_Problem details_.
Determine how many lines of the entries include the word "Tamirciler", and report that number with no further text.

Saved entries

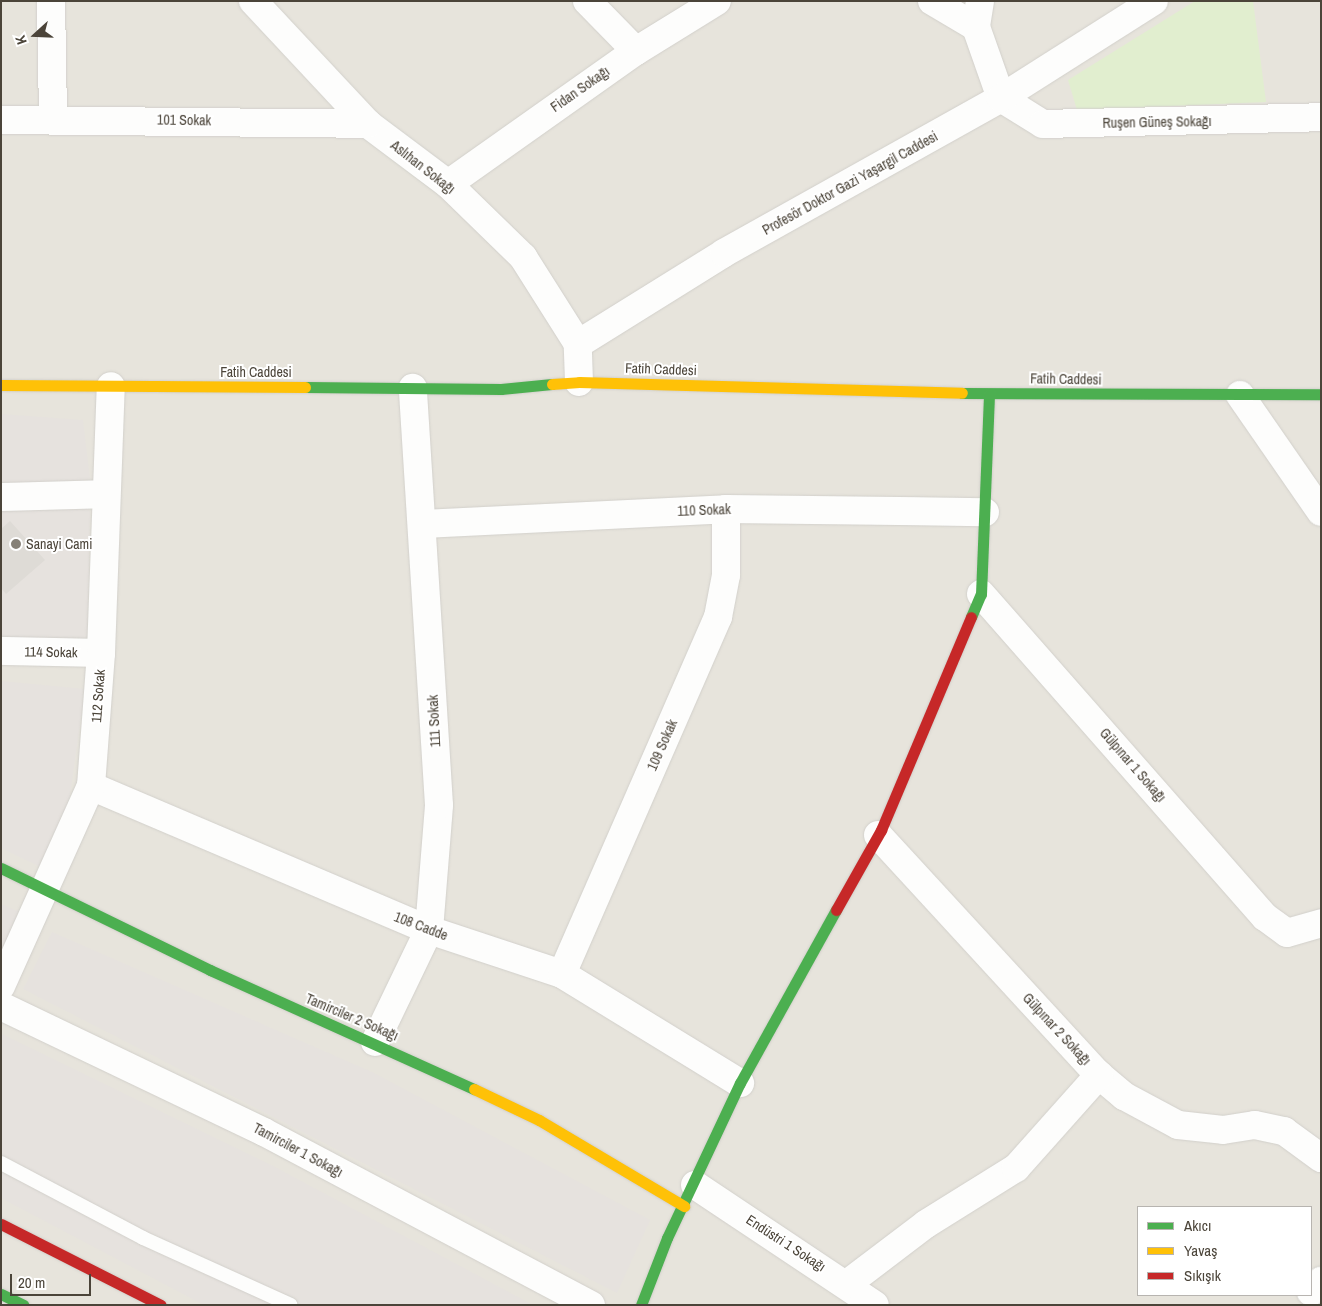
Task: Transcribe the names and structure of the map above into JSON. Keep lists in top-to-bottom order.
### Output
{
  "streets": {
    "main road": ["Fatih Caddesi", "Tamirciler 2 Sokağı"],
    "street": [
      "Fidan Sokağı",
      "101 Sokak",
      "Ruşen Güneş Sokağı",
      "Aslıhan Sokağı",
      "Profesör Doktor Gazi Yaşargil Caddesi",
      "110 Sokak",
      "114 Sokak",
      "112 Sokak",
      "111 Sokak",
      "109 Sokak",
      "Gülpınar 1 Sokağı",
      "108 Cadde",
      "Gülpınar 2 Sokağı",
      "Tamirciler 1 Sokağı",
      "Endüstri 1 Sokağı"
    ]
  },
  "crossings": [
    ["Fidan Sokağı", "Aslıhan Sokağı"],
    ["101 Sokak", "Aslıhan Sokağı"],
    ["Ruşen Güneş Sokağı", "Profesör Doktor Gazi Yaşargil Caddesi"],
    ["Aslıhan Sokağı", "Profesör Doktor Gazi Yaşargil Caddesi"],
    ["Fatih Caddesi", "112 Sokak"],
    ["Fatih Caddesi", "111 Sokak"],
    ["110 Sokak", "111 Sokak"],
    ["110 Sokak", "109 Sokak"],
    ["114 Sokak", "112 Sokak"],
    ["112 Sokak", "108 Cadde"],
    ["112 Sokak", "Tamirciler 2 Sokağı"],
    ["111 Sokak", "108 Cadde"],
    ["111 Sokak", "Tamirciler 2 Sokağı"],
    ["109 Sokak", "108 Cadde"],
    ["Tamirciler 2 Sokağı", "Endüstri 1 Sokağı"]
  ],
  "places": ["Sanayi Cami"],
  "legend": ["Akıcı", "Yavaş", "Sıkışık"],
  "scale_bar": "20 m",
  "north": "left"
}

_Result_.
5